◆ TASK BRIEF ◆
Which lines in the records below include the word "MORETTI"? Report each of them in full.

Stored data entries
Segment Open
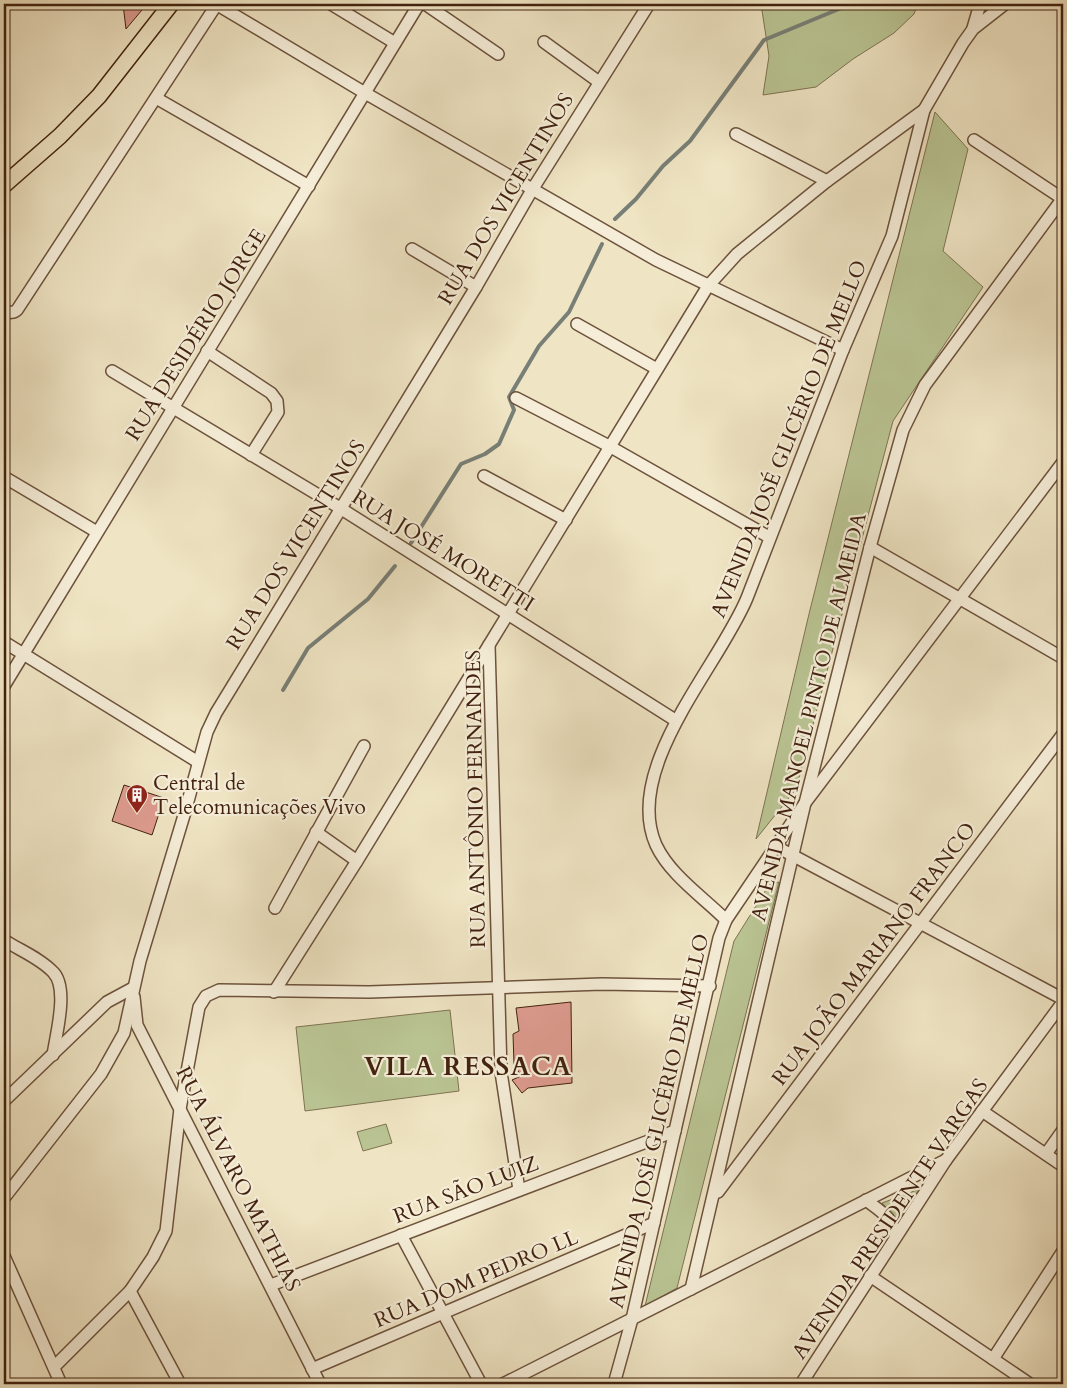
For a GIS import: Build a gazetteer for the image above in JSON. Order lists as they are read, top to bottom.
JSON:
{
  "streets": {
    "street": [
      "RUA DOS VICENTINOS",
      "RUA DESIDÉRIO JORGE",
      "AVENIDA JOSÉ GLICÉRIO DE MELLO",
      "RUA JOSÉ MORETTI",
      "AVENIDA MANOEL PINTO DE ALMEIDA",
      "RUA ANTÔNIO FERNANDES",
      "RUA JOÃO MARIANO FRANCO",
      "RUA ÁLVARO MATHIAS",
      "RUA SÃO LUIZ",
      "AVENIDA PRESIDENTE VARGAS",
      "RUA DOM PEDRO LL"
    ]
  },
  "crossings": [
    ["RUA DOS VICENTINOS", "RUA JOSÉ MORETTI"],
    ["RUA DOS VICENTINOS", "RUA ÁLVARO MATHIAS"],
    ["RUA DESIDÉRIO JORGE", "RUA JOSÉ MORETTI"],
    ["AVENIDA JOSÉ GLICÉRIO DE MELLO", "RUA JOSÉ MORETTI"],
    ["AVENIDA JOSÉ GLICÉRIO DE MELLO", "RUA ANTÔNIO FERNANDES"],
    ["AVENIDA JOSÉ GLICÉRIO DE MELLO", "RUA SÃO LUIZ"],
    ["AVENIDA JOSÉ GLICÉRIO DE MELLO", "RUA DOM PEDRO LL"],
    ["RUA JOSÉ MORETTI", "RUA ANTÔNIO FERNANDES"],
    ["AVENIDA MANOEL PINTO DE ALMEIDA", "RUA JOÃO MARIANO FRANCO"],
    ["RUA ANTÔNIO FERNANDES", "RUA SÃO LUIZ"],
    ["RUA ÁLVARO MATHIAS", "RUA SÃO LUIZ"],
    ["RUA ÁLVARO MATHIAS", "RUA DOM PEDRO LL"]
  ],
  "districts": ["VILA RESSACA"],
  "places": {
    "building": ["Central de Telecomunicações Vivo"]
  }
}
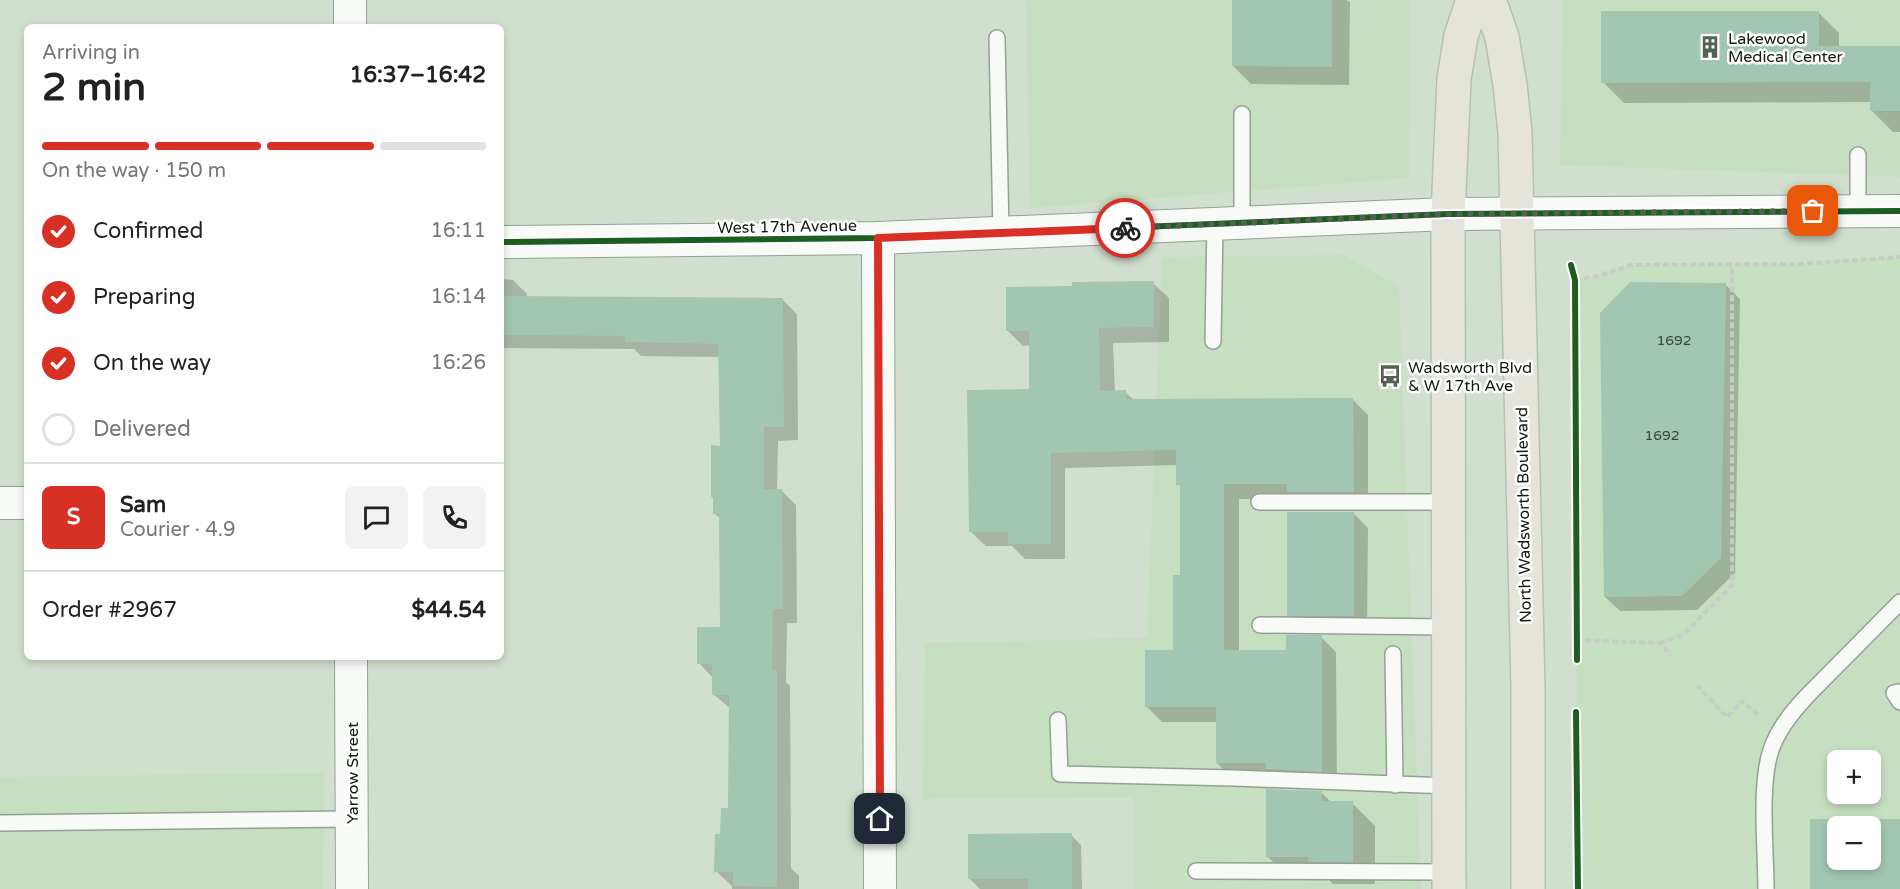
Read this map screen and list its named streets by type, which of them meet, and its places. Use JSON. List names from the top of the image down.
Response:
{
  "streets": {
    "main road": ["North Wadsworth Boulevard"],
    "street": ["West 17th Avenue", "Yarrow Street"]
  },
  "crossings": [
    ["West 17th Avenue", "North Wadsworth Boulevard"]
  ],
  "places": {
    "building": ["Lakewood Medical Center"],
    "bus stop": ["Wadsworth Blvd & W 17th Ave"]
  },
  "house_numbers": ["1692", "1692"],
  "page": {
    "heading": ["2 min", "Arriving in", "16:37–16:42"],
    "panel": [
      "Sam",
      "Courier · 4.9",
      "Order #2967",
      "$44.54"
    ],
    "bar": "On the way · 150 m",
    "list": [
      ["Confirmed", "16:11"],
      ["Preparing", "16:14"],
      ["On the way", "16:26"],
      "Delivered"
    ],
    "round": "S",
    "map_buttons": ["+", "−"]
  }
}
Segment Closed
◆ ANSWER SECTION ◆
      "RUA JOSÉ MORETTI",
    ["RUA DOS VICENTINOS", "RUA JOSÉ MORETTI"],
    ["RUA DESIDÉRIO JORGE", "RUA JOSÉ MORETTI"],
    ["AVENIDA JOSÉ GLICÉRIO DE MELLO", "RUA JOSÉ MORETTI"],
    ["RUA JOSÉ MORETTI", "RUA ANTÔNIO FERNANDES"],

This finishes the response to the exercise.